Somebody To Love?: A Rock And Roll Memoir, by Grace Slick with Andrea Cagan
I left this book feeling I knew more about Grace Slick than I knew beforehand, but liking her a good deal less, if that was possible. In reading a book like this it was increasingly obvious the way that Grace Slick and I looked at the same moment in history and have come down on very opposite and hostile sides. If this is by no means a terrible book, Slick comes off as not being a very good person, and her lack of any sort of natural or acquired moral sense makes a lot of this particular book and the author’s whining about her failed marriages and relationships and flings to be all the more inevitable and irritating. In reading this book I had to agree with Marty Balin that she wasn’t the sort of girl or woman I would have ever wanted to kiss, much less be with, and I don’t feel upset about that in the least. If, in the future, I think particularly poorly about Grace Slick and her fellow hippie types, it will be from a position of more knowledge but no less sympathy than before. To the extent that one romanticizes this period and Slick’s role in it, the book will read like a gossipy tell-all that shows the author unrepentant and older, if not particularly wiser.
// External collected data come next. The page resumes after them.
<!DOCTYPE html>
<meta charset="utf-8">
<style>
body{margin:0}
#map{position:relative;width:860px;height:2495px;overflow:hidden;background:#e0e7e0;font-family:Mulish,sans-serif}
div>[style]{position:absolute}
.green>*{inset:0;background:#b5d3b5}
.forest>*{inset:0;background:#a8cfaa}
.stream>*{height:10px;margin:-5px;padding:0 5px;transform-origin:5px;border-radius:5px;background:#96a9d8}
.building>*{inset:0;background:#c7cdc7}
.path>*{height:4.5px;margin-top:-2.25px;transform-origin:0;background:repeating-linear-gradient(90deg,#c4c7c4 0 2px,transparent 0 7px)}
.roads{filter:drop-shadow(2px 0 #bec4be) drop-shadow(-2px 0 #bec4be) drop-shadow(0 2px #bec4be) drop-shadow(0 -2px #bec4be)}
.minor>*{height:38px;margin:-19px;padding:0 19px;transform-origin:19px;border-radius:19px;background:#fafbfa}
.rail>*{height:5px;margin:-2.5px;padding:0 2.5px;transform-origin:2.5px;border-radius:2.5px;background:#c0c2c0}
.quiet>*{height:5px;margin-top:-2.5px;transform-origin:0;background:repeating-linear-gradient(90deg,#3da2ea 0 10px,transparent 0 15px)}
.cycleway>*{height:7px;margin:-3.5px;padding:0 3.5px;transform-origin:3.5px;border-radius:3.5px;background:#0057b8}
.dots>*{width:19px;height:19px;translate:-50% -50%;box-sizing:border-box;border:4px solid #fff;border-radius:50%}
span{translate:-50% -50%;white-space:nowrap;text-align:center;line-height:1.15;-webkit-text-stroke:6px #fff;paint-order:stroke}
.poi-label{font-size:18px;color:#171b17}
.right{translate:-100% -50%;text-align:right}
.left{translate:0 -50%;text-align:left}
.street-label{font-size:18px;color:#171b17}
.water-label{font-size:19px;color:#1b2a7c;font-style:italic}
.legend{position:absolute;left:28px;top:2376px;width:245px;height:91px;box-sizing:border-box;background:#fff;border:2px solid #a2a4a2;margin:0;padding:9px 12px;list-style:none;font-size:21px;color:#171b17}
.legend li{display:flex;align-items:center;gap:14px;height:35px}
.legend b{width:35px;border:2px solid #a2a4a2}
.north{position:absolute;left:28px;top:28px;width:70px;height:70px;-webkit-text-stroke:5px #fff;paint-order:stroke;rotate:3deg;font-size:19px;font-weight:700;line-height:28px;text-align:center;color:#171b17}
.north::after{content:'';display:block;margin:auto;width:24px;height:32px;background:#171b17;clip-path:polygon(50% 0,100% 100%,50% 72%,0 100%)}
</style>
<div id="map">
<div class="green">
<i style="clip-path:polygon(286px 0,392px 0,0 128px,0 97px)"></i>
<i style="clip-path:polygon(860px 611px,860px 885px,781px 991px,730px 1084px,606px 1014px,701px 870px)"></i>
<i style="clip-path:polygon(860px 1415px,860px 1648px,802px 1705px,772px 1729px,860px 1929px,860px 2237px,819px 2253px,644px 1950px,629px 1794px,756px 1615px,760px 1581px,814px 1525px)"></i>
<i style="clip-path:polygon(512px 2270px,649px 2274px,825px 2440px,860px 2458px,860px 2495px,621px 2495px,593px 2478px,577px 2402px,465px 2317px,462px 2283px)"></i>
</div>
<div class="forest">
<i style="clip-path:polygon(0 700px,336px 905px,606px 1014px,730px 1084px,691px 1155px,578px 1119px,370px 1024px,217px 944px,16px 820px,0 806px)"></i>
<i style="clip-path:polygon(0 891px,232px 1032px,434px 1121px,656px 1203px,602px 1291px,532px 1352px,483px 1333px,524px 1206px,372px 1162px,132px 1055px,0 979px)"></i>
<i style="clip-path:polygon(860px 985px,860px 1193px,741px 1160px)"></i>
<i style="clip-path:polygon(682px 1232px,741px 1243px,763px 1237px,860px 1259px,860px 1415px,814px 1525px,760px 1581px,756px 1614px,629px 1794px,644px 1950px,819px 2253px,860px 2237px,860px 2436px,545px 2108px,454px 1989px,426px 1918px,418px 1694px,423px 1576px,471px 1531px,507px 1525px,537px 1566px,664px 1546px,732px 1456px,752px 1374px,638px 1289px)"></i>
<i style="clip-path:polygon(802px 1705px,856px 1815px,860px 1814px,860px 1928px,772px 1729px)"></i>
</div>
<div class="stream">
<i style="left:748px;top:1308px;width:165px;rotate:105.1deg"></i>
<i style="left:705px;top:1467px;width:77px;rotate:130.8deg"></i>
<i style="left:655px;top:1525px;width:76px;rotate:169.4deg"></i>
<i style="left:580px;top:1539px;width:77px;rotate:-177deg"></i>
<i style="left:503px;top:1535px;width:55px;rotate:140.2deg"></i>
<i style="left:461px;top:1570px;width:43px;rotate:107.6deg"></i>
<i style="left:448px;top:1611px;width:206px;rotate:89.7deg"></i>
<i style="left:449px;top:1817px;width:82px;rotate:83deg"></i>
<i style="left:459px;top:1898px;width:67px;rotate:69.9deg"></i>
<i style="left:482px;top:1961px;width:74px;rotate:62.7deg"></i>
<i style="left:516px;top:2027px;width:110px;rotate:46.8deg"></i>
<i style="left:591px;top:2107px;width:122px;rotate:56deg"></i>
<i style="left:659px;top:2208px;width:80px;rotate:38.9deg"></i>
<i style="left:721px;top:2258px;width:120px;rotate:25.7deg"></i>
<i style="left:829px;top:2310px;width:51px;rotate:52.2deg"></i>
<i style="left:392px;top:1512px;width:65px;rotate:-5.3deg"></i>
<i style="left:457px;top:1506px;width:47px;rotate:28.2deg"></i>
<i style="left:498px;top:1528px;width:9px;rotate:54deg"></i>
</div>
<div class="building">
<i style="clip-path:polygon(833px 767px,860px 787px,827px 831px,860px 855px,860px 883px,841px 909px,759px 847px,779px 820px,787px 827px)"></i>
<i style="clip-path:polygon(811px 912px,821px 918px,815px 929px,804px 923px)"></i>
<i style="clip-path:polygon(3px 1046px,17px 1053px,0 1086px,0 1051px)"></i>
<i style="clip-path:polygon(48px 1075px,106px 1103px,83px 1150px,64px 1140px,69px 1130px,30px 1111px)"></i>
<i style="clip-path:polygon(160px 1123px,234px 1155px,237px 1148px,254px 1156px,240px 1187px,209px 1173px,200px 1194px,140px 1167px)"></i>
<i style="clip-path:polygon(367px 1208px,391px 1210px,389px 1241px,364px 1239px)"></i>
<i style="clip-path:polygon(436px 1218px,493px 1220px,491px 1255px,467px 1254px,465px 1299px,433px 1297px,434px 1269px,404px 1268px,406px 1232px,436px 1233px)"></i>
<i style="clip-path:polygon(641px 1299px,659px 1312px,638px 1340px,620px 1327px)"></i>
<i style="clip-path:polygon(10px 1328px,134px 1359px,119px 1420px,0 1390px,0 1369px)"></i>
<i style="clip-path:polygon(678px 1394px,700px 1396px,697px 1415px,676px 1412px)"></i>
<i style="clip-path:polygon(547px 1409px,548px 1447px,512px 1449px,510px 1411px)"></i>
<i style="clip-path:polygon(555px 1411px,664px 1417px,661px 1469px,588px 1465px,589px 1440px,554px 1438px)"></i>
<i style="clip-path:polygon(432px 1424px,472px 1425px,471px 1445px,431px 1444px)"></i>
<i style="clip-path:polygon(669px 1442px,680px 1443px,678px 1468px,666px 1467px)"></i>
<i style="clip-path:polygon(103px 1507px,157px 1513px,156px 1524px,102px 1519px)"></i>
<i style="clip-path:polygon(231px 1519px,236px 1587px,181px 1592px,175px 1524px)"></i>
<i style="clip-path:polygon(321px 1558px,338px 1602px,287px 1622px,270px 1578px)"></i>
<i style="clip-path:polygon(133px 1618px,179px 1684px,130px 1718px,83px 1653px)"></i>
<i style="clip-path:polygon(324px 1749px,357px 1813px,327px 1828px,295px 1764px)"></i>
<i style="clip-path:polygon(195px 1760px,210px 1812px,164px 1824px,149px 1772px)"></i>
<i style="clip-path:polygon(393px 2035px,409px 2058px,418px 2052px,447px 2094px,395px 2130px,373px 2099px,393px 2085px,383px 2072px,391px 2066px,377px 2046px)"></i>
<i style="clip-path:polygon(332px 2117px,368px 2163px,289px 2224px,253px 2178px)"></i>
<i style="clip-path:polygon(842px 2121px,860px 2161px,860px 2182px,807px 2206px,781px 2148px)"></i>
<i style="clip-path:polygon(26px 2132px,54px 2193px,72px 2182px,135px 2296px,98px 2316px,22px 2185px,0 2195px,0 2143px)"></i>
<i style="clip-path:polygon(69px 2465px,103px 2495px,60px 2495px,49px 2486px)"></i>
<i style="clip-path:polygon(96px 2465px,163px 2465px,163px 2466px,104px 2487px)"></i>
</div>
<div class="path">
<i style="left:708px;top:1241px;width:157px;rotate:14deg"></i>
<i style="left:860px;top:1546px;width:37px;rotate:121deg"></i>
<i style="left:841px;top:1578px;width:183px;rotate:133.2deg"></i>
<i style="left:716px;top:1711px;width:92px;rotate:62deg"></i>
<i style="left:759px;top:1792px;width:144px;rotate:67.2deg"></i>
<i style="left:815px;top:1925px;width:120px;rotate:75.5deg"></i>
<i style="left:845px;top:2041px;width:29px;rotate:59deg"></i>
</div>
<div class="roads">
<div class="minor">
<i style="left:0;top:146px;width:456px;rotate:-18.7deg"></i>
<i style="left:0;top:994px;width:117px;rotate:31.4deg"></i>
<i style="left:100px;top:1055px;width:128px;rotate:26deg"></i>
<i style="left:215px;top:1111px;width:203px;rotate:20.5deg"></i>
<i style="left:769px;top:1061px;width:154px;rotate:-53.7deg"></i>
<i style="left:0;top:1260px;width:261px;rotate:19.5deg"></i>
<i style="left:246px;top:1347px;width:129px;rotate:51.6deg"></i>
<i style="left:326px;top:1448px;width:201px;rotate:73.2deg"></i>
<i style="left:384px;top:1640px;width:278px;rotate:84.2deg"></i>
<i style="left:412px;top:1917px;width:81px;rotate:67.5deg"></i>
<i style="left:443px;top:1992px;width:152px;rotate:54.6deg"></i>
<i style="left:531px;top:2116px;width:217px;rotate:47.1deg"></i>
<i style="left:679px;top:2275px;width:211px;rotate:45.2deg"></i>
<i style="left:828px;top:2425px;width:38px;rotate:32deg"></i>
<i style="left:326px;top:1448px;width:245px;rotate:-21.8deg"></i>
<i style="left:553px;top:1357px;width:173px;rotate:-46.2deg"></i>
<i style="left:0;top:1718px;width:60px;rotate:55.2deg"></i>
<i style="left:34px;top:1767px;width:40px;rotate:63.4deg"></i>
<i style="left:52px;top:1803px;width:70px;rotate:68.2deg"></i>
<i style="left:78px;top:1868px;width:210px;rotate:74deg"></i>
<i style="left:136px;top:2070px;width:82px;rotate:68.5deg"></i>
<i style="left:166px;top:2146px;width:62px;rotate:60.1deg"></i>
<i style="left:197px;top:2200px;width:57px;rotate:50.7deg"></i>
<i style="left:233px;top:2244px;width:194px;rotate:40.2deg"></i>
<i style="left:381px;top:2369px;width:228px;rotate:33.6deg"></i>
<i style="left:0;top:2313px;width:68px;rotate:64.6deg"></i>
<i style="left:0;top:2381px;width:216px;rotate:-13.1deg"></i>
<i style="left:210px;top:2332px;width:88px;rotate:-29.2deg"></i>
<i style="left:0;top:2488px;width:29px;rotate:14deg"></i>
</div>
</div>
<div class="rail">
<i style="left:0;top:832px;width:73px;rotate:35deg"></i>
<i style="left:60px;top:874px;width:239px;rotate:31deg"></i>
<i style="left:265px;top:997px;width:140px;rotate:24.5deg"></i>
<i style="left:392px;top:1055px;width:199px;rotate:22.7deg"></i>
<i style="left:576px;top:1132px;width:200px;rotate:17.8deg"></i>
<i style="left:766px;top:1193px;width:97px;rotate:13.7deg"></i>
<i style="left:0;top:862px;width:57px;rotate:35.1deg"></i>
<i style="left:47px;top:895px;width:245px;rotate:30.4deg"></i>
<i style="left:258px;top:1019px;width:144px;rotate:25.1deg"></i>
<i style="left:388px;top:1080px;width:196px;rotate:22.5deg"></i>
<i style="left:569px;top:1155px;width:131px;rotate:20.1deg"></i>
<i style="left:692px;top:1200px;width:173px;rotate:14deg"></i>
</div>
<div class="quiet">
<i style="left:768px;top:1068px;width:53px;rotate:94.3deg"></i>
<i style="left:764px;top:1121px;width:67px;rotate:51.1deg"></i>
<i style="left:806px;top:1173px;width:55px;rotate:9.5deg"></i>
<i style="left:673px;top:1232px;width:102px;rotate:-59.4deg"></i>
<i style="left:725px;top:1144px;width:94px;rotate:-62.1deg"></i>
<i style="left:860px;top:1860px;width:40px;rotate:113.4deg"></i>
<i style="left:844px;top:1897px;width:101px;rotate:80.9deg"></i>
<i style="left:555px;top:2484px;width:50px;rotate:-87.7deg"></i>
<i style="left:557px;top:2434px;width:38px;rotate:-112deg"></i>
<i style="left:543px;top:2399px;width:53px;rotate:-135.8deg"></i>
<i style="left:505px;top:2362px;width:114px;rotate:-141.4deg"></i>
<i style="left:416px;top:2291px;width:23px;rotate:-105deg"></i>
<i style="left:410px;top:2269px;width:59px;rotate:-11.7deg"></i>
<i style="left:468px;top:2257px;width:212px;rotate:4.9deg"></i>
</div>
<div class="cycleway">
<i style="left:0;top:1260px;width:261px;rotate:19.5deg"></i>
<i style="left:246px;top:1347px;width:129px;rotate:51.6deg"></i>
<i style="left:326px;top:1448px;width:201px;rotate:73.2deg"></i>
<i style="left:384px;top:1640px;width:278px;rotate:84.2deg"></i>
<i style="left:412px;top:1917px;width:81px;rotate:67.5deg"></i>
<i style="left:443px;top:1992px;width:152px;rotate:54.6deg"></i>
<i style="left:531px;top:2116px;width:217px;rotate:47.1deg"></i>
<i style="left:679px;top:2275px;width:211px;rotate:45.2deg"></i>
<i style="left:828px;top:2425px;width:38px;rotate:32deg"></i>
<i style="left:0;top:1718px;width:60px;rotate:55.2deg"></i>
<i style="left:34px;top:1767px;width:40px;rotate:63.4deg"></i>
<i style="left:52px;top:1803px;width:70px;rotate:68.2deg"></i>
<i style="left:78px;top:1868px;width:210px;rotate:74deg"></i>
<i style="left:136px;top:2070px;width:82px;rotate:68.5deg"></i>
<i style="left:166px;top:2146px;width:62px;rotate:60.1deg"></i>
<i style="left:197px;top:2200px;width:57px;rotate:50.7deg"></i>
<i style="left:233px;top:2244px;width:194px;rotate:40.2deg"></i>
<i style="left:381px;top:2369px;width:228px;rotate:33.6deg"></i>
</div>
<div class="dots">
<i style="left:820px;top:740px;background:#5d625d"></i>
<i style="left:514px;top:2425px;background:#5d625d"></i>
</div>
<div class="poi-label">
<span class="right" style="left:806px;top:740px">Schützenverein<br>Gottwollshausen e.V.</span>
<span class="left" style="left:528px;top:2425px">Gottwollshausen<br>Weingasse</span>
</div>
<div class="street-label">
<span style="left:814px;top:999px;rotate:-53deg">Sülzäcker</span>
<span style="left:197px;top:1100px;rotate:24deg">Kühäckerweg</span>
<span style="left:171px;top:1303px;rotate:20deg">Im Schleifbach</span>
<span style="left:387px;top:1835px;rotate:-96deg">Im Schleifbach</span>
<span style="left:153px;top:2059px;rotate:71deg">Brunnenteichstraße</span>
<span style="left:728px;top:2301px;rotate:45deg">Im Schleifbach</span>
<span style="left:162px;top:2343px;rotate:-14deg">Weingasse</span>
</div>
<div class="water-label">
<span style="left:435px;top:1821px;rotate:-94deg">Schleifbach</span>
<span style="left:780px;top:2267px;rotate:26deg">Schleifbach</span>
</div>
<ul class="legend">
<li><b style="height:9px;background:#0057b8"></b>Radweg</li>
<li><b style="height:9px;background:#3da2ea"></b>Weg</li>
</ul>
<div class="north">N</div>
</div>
This book is four parts and more than 50 chapters long, covering more than 350 pages of material in total. And what we get is a disciplined (thanks to the co-writer) look at the period from Grace’s childhood and family background, where she came from a decent home and went to a sort of finishing school where she was around a lot of future Republican political brides, but where she clearly harbored a rebellious streak and fell into the life of a rock & roll singer despite very modest abilities as a writer and musician. Most of the book consists of discussions of her life as a bohemian artist in four bands and as a solo artist (Great Society/Jefferson Airplane/Jefferson Starship/Starship), dishing out all kinds of discussion of the band and personal drama of her life. She talks about acting like a single woman when she wasn’t a single woman, sleeping with a lot of rock stars and other crazy people, getting along with stalkers, a lot of time spent dealing with the effects of alcohol and drug addiction and their repercussions, and her inability to respect the authority of police officers. In short, she shows why it is that the political left has always been full of people who lived disordered and ungodly lives, and why those who have sought cultural leadership in our society are totally unworthy of emulation. It’s an honest account, though, for all of the worthlessness of the life that is discussed therein.
The short answer to the titular question is no, the author does not have somebody to love, at least not at the time this book was written. And it appears quite likely that the author was not really somebody to love either. The bitterness of the song that she brought with her from Great Society’s breakup to Jefferson Airplane that became one of their few hits is something that seems to have defined her love life, in that she proved herself at getting into other people’s pants, which is not a hard trick if someone is both physically attractive as she was and willing, as she also was, but had a harder time letting people into her heart. Over and over again, we see her struggle with her own bad behavior, see her happy to sell out in the 1980’s even if she kept on to her own political opinions about desiring to see a more responsive government to her own whims and wishes, and see her unable to stay with people and build a happy and lasting life with them. And ultimately, one cannot find somebody to love without being somebody to love, and the author clearly is not, and so unsurprisingly this book ends with a rather lonely and reflective look at a wasted life full of wasted potential.